__WHAT IS REQUIRED__:
Taking the line with "position:relative; width:1633px; height:1592px;" as the first and the line with "width:22px; height:22px; translate:-50%" as the last, set down exactly every line in that range from the entries below, and no more.

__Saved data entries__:
|---|
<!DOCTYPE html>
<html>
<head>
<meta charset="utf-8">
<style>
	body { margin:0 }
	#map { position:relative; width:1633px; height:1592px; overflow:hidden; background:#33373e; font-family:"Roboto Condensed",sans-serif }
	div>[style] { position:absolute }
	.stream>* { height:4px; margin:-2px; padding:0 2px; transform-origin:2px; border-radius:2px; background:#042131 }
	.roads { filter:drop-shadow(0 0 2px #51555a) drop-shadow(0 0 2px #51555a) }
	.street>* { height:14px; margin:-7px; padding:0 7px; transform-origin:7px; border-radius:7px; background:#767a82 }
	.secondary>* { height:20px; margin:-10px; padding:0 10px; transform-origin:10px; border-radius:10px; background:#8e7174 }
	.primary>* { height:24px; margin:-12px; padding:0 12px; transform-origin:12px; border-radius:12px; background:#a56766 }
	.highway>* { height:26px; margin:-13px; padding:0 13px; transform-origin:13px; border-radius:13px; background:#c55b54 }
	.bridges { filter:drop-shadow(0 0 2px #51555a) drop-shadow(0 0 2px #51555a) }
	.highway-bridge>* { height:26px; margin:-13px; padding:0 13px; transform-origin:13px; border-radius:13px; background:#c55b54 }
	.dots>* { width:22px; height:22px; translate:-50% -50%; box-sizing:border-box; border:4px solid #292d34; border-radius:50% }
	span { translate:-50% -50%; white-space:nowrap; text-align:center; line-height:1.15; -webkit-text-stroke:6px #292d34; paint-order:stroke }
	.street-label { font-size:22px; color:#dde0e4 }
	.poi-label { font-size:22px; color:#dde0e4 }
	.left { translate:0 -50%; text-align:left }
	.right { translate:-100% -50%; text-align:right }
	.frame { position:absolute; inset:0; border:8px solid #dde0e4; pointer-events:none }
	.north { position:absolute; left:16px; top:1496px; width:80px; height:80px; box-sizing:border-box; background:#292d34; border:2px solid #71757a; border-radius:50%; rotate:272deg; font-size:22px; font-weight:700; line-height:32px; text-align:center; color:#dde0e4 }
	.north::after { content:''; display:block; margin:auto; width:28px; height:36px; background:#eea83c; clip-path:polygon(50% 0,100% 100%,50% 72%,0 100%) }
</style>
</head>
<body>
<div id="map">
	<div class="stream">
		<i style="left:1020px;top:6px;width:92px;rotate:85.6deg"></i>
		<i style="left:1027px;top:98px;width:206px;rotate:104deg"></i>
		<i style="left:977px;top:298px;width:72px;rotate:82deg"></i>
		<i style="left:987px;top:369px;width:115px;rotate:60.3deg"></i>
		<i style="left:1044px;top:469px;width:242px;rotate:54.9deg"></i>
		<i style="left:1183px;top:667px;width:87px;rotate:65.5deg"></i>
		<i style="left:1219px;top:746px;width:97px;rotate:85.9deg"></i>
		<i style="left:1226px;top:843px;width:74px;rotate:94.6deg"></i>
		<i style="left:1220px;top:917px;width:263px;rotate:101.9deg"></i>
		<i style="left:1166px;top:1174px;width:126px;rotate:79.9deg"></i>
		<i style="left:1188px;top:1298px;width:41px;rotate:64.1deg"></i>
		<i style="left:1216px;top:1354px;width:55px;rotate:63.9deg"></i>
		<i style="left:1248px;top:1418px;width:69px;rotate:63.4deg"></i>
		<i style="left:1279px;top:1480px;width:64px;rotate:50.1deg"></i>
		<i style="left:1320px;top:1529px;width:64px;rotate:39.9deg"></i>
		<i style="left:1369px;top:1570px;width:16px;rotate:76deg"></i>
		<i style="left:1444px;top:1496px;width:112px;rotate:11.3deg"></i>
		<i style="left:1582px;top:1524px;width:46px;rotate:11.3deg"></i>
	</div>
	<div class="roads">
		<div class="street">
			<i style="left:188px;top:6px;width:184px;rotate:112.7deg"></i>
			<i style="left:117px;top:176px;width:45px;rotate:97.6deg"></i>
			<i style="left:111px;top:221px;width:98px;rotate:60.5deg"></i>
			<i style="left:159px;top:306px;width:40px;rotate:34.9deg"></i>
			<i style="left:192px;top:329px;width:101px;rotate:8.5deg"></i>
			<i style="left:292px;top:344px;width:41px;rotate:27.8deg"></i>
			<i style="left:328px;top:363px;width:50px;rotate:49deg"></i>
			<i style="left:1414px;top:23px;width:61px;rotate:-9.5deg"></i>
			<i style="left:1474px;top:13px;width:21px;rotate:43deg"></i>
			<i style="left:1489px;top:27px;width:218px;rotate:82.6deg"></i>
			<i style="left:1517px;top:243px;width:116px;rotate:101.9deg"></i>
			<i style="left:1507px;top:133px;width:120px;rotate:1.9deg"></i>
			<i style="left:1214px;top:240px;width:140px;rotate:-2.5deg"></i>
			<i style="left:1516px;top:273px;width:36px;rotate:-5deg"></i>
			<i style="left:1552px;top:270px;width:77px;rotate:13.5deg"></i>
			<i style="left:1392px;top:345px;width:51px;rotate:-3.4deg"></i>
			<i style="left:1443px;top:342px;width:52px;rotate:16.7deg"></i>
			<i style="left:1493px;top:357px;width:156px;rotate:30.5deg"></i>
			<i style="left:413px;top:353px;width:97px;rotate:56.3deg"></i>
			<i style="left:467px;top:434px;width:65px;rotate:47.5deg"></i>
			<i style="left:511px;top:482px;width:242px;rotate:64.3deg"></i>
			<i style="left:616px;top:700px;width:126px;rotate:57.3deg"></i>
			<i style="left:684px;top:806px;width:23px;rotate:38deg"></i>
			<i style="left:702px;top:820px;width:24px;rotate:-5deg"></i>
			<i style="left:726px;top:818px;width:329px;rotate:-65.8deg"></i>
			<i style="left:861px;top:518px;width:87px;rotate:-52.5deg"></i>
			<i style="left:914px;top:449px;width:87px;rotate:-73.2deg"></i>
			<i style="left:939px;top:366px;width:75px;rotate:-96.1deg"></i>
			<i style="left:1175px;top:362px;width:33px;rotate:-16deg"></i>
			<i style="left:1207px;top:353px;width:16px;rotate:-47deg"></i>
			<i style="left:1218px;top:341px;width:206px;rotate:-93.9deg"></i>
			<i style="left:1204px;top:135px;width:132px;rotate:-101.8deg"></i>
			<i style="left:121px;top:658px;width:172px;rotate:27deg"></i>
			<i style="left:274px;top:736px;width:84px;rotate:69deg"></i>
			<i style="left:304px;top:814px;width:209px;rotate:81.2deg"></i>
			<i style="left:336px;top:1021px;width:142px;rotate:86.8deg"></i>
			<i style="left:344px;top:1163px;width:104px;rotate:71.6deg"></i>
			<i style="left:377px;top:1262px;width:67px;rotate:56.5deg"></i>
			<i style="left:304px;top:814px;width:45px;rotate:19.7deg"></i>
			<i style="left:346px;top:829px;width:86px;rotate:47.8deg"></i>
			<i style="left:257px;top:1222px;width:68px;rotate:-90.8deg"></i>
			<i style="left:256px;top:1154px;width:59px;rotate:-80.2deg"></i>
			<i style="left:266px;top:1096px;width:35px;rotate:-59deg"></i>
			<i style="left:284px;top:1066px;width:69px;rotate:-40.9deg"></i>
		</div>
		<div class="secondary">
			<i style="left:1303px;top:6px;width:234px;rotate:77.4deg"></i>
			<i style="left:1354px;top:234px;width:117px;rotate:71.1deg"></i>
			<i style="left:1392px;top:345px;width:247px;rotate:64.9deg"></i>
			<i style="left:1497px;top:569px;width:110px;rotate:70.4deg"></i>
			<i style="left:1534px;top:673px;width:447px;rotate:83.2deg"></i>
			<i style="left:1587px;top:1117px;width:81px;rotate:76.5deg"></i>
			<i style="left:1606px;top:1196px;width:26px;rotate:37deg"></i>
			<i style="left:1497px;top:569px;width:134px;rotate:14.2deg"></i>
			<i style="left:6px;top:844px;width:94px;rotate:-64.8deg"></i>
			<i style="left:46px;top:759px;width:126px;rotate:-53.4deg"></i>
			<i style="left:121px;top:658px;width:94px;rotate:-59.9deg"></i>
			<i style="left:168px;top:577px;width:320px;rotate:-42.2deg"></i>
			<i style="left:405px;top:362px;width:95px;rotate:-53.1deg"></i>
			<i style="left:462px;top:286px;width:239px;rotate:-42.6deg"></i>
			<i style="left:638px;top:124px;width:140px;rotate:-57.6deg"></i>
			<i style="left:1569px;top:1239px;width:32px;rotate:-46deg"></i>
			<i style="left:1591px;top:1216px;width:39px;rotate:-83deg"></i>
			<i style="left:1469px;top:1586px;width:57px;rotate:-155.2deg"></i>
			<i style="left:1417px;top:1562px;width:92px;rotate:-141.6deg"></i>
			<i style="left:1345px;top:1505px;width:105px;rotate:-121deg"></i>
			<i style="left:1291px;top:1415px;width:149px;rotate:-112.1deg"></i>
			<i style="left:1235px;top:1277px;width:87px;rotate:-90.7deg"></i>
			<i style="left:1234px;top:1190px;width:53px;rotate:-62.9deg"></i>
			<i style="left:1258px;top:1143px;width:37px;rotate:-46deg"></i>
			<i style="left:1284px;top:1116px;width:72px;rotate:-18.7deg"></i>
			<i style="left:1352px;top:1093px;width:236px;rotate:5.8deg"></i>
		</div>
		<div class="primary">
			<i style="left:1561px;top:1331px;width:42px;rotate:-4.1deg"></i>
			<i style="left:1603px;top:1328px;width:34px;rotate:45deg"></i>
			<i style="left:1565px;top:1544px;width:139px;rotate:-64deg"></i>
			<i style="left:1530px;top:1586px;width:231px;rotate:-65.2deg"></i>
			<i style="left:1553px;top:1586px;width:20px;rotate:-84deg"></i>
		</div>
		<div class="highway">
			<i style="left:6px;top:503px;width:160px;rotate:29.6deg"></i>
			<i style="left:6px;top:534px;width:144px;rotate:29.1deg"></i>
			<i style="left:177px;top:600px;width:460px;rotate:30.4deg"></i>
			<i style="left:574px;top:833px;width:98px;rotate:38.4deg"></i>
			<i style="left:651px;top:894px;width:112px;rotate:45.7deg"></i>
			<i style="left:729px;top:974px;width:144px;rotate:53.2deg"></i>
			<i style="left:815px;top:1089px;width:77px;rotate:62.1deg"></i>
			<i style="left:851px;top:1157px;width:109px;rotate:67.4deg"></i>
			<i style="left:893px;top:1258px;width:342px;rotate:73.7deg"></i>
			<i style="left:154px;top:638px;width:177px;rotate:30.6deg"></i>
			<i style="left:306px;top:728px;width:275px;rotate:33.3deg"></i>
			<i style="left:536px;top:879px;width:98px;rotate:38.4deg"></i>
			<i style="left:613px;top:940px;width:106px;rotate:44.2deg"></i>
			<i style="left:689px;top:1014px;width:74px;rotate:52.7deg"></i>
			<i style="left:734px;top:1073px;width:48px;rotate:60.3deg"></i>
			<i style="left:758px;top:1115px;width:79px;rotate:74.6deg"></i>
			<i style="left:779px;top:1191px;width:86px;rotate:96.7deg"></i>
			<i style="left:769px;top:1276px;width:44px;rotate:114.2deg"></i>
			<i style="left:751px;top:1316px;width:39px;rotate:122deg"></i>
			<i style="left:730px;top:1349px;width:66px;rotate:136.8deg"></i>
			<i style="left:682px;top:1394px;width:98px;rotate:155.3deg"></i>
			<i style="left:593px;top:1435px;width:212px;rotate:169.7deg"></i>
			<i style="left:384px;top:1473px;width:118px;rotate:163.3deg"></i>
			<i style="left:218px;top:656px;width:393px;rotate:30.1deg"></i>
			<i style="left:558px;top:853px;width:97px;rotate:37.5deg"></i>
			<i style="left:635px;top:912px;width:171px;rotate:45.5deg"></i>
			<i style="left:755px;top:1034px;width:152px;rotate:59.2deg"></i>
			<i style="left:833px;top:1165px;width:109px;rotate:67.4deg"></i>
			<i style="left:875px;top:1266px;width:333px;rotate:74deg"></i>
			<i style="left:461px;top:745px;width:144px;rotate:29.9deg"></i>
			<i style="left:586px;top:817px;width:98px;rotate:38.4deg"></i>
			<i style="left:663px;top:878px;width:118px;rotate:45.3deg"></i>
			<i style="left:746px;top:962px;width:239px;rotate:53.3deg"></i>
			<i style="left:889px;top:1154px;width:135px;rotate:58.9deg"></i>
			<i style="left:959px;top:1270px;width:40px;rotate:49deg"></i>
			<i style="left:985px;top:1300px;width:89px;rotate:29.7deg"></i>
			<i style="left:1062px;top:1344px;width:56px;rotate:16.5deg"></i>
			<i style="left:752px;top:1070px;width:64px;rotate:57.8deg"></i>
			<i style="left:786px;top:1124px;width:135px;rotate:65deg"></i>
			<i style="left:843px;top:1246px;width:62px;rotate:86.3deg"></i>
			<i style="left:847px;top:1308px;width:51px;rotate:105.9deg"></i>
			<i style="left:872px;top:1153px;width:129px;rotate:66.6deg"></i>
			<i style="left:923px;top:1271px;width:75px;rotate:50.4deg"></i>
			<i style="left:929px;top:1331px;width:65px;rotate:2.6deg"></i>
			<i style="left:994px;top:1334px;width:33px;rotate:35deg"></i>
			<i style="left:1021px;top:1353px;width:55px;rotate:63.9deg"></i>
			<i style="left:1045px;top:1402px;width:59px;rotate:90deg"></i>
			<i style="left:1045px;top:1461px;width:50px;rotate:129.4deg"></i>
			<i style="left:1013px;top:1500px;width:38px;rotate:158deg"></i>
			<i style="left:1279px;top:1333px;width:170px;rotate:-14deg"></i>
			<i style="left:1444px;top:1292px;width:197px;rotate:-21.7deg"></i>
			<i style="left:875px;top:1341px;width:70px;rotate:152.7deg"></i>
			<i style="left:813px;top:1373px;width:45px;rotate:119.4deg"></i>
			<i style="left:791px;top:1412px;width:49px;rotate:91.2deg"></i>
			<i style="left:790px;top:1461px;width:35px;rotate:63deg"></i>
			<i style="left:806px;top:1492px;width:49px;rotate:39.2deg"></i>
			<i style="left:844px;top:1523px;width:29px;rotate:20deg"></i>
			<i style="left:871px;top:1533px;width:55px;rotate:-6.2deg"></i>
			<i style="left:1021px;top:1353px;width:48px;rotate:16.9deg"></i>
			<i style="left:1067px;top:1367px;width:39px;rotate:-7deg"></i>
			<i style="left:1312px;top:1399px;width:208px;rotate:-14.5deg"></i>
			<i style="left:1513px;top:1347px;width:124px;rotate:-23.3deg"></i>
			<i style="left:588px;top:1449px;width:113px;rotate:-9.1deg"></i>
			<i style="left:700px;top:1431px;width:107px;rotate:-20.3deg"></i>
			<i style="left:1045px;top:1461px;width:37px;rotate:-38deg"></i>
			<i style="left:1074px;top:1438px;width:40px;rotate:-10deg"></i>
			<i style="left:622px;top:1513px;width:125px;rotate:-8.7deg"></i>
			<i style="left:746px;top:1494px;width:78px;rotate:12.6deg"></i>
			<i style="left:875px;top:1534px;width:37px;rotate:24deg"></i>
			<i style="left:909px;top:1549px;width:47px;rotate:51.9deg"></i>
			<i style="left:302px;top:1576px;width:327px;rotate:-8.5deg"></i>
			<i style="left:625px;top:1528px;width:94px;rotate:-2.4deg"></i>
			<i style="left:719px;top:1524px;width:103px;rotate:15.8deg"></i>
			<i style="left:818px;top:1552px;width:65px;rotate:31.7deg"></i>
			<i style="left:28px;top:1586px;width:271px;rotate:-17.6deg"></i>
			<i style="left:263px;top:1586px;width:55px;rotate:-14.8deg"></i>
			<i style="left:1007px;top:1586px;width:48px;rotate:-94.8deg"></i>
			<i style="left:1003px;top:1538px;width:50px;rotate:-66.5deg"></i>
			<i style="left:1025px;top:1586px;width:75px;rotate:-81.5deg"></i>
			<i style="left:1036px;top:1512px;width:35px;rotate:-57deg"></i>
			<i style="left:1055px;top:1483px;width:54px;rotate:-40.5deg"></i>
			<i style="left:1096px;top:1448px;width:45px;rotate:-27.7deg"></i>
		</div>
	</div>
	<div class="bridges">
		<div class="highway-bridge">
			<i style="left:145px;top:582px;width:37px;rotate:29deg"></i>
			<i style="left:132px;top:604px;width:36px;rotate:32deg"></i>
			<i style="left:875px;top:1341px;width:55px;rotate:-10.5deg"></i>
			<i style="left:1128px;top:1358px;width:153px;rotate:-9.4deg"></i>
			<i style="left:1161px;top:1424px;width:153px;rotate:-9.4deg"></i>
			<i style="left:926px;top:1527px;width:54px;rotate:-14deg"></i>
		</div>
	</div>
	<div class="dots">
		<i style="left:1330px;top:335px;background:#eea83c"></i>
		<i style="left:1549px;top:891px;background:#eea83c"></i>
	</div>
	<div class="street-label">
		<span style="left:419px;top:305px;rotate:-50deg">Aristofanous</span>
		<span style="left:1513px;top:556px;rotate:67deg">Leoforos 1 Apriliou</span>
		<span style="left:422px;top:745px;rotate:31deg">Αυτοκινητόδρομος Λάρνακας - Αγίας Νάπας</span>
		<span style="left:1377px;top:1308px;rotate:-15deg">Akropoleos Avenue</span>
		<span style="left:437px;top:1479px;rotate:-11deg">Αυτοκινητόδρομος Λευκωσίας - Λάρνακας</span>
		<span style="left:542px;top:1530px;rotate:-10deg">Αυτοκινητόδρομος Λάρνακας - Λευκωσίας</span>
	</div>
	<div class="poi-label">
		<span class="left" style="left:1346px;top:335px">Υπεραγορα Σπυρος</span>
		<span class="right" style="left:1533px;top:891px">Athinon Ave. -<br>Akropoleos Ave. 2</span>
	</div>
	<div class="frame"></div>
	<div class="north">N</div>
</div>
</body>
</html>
|---|
__REPLY__:
	#map { position:relative; width:1633px; height:1592px; overflow:hidden; background:#33373e; font-family:"Roboto Condensed",sans-serif }
	div>[style] { position:absolute }
	.stream>* { height:4px; margin:-2px; padding:0 2px; transform-origin:2px; border-radius:2px; background:#042131 }
	.roads { filter:drop-shadow(0 0 2px #51555a) drop-shadow(0 0 2px #51555a) }
	.street>* { height:14px; margin:-7px; padding:0 7px; transform-origin:7px; border-radius:7px; background:#767a82 }
	.secondary>* { height:20px; margin:-10px; padding:0 10px; transform-origin:10px; border-radius:10px; background:#8e7174 }
	.primary>* { height:24px; margin:-12px; padding:0 12px; transform-origin:12px; border-radius:12px; background:#a56766 }
	.highway>* { height:26px; margin:-13px; padding:0 13px; transform-origin:13px; border-radius:13px; background:#c55b54 }
	.bridges { filter:drop-shadow(0 0 2px #51555a) drop-shadow(0 0 2px #51555a) }
	.highway-bridge>* { height:26px; margin:-13px; padding:0 13px; transform-origin:13px; border-radius:13px; background:#c55b54 }
	.dots>* { width:22px; height:22px; translate:-50% -50%; box-sizing:border-box; border:4px solid #292d34; border-radius:50% }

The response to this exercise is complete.